— Work to be completed —
Filter the entries for the string "street". Copy each line that has it.

[Entries supplied — start]

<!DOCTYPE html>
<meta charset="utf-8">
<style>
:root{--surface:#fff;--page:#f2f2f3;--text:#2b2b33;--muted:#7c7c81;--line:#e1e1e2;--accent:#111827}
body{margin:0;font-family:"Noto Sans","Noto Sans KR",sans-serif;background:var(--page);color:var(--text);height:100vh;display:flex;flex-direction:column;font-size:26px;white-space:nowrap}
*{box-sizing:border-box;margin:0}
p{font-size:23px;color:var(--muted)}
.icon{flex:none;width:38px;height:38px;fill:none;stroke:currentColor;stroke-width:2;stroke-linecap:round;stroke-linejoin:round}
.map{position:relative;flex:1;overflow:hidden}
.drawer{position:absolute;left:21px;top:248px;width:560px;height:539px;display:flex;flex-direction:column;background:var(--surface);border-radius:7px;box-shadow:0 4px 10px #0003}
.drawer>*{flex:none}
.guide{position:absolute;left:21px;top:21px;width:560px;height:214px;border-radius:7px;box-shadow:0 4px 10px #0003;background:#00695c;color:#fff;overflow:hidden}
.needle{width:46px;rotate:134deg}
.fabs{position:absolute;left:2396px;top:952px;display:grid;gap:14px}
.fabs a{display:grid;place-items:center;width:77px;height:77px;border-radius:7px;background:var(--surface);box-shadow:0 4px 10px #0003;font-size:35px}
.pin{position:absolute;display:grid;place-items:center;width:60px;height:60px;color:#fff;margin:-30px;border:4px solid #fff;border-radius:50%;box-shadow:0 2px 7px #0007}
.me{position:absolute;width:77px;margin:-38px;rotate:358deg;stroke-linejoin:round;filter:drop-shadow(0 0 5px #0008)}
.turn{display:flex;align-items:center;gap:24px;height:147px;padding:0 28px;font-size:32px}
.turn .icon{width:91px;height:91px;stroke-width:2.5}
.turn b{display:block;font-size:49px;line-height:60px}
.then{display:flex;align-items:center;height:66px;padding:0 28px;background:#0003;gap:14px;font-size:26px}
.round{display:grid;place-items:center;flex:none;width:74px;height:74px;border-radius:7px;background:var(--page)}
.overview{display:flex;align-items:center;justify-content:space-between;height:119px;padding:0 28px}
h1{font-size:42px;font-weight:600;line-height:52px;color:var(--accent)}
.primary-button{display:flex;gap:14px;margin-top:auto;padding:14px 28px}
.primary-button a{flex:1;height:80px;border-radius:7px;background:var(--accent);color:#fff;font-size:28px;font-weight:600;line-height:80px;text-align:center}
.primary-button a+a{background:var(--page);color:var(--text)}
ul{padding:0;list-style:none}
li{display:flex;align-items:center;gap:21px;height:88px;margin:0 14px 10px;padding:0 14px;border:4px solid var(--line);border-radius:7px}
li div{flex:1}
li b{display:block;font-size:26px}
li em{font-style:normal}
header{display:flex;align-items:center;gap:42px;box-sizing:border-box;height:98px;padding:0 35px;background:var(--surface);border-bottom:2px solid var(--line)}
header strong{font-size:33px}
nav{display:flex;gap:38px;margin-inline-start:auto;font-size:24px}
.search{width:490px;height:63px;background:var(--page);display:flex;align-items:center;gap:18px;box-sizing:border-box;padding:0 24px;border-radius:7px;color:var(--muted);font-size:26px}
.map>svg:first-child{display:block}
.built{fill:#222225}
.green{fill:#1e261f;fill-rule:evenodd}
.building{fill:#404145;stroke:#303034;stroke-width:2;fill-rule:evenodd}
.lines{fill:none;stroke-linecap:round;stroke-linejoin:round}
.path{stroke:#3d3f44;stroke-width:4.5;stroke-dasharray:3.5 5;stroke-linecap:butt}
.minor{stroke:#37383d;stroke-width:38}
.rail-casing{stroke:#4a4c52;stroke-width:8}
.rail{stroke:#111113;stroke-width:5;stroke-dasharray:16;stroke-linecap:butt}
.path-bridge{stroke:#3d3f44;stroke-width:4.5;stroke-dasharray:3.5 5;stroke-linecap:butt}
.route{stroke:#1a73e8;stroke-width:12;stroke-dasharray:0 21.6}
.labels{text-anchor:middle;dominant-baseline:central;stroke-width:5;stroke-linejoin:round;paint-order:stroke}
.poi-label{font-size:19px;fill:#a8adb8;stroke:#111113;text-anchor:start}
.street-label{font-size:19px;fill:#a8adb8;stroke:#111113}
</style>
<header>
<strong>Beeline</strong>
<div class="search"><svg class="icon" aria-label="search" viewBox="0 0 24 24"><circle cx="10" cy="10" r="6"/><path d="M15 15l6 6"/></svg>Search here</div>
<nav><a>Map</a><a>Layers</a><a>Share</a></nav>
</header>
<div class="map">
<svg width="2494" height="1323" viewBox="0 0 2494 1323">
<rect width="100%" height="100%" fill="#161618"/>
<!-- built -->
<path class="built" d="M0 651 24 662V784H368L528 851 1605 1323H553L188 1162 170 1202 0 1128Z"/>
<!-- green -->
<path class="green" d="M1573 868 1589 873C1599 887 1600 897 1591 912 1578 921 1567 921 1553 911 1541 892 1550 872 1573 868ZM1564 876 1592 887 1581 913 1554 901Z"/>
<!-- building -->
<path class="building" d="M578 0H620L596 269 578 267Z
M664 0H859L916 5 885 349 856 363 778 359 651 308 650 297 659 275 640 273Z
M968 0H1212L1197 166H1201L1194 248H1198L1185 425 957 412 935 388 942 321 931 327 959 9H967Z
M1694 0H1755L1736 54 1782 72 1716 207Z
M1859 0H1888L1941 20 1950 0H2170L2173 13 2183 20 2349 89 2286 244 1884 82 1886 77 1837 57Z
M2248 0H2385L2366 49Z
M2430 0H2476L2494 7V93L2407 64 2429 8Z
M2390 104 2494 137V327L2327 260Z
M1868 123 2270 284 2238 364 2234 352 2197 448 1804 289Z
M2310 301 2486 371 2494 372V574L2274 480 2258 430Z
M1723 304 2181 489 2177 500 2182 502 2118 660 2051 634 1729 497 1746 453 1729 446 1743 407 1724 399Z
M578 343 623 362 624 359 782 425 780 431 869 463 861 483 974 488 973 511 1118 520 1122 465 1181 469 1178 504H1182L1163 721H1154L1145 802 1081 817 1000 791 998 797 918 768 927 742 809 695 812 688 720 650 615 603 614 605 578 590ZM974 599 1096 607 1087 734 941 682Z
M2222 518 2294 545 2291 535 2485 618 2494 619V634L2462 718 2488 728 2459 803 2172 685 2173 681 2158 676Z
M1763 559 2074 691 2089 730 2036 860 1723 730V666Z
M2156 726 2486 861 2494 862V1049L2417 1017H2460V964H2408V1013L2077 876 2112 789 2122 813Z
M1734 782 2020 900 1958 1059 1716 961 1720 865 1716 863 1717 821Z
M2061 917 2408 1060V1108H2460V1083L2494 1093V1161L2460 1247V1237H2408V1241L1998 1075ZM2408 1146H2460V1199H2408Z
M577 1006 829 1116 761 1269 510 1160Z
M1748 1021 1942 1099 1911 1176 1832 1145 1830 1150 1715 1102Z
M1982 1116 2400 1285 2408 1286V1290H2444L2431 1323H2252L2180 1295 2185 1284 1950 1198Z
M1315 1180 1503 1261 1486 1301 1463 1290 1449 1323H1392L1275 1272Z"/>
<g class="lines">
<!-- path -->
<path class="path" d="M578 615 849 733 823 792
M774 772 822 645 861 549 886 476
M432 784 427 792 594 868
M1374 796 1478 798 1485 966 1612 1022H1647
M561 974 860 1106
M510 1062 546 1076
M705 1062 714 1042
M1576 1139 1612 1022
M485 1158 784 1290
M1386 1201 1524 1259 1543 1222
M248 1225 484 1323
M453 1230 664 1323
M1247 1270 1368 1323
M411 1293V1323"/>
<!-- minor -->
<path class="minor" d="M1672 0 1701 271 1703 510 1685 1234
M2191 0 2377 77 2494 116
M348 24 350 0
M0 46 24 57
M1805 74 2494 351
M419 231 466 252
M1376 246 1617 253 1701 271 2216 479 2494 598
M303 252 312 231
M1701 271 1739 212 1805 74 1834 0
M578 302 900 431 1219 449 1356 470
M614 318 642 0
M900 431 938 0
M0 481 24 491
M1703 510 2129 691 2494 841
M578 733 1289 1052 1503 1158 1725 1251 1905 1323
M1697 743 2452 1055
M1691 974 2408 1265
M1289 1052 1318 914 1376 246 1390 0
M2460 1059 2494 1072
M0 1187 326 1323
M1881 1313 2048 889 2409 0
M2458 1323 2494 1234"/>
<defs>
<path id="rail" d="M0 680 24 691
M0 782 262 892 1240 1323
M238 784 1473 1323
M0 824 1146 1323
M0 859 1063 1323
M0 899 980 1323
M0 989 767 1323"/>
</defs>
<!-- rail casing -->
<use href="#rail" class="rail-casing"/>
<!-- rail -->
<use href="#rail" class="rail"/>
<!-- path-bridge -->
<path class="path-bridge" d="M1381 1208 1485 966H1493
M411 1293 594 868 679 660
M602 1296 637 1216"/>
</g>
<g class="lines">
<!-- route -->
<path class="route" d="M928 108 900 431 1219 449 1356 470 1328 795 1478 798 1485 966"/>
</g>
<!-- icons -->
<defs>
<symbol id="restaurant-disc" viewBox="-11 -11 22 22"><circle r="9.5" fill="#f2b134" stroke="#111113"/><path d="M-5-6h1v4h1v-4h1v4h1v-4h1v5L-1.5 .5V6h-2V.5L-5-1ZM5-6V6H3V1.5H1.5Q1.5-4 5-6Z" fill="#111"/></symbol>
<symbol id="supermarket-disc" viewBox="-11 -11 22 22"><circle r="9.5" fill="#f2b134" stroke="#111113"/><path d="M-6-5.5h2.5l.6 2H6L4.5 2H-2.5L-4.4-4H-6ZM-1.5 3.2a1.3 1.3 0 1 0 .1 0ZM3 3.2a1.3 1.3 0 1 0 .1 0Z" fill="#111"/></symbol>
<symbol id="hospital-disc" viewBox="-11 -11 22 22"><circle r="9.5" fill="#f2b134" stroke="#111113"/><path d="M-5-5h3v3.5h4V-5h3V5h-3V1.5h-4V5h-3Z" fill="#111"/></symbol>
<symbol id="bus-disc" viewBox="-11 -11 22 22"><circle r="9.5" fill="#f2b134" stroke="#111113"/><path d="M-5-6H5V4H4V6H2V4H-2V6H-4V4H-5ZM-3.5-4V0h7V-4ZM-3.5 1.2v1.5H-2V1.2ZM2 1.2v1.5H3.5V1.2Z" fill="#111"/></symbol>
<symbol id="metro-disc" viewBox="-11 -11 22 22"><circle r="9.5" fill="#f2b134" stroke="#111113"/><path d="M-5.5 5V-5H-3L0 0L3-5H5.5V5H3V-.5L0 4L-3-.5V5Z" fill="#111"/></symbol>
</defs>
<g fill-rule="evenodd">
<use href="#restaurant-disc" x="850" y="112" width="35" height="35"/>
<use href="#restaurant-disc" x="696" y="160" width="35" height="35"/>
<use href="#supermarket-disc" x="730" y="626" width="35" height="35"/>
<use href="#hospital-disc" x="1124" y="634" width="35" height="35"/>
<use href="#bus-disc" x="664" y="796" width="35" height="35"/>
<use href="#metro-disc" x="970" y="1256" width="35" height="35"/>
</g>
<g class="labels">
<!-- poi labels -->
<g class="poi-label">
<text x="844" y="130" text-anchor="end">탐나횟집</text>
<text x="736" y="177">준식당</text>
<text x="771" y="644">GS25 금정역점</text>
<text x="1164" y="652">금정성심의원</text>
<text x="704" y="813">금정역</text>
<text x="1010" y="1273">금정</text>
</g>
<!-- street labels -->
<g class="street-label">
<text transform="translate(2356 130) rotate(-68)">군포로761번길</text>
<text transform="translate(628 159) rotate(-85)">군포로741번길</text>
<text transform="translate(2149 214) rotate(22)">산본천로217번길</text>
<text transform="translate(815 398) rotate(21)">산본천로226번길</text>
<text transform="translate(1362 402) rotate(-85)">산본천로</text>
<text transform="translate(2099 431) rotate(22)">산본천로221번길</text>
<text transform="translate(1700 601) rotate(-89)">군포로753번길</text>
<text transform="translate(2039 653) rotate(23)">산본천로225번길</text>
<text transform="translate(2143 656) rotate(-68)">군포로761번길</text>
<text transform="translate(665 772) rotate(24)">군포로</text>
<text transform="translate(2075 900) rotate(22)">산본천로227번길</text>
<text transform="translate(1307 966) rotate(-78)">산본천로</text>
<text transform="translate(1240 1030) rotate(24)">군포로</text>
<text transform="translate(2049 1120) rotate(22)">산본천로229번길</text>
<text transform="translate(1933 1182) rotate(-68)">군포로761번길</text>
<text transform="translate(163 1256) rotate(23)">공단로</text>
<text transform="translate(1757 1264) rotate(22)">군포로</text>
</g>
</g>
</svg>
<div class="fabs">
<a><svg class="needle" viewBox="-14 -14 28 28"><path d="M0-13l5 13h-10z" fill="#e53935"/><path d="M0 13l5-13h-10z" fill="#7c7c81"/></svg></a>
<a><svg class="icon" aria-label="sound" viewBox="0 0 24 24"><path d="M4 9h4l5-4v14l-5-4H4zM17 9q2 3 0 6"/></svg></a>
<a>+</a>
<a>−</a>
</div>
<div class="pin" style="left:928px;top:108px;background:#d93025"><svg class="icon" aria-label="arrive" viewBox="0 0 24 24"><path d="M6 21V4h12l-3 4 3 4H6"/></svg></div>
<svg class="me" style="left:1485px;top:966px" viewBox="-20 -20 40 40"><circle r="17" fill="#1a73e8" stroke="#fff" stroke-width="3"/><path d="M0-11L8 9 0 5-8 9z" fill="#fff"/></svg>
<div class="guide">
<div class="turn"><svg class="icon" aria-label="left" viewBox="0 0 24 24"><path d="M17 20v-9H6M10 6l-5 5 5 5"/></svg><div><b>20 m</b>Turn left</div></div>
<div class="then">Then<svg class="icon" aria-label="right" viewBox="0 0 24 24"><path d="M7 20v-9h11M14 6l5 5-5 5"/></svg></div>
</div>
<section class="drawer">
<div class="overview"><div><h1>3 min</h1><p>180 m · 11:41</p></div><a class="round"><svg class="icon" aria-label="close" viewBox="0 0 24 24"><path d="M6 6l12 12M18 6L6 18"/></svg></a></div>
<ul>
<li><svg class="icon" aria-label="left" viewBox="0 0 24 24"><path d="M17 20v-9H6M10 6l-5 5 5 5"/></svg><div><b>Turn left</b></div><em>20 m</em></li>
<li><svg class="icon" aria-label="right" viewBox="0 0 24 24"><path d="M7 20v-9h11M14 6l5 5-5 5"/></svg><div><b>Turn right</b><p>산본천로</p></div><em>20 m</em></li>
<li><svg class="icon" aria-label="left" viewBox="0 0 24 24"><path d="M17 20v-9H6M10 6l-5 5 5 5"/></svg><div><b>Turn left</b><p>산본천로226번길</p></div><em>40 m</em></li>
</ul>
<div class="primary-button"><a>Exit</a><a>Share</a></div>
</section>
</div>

[Entries supplied — finish]

— Solution to the exercise —
.street-label{font-size:19px;fill:#a8adb8;stroke:#111113}
<!-- street labels -->
<g class="street-label">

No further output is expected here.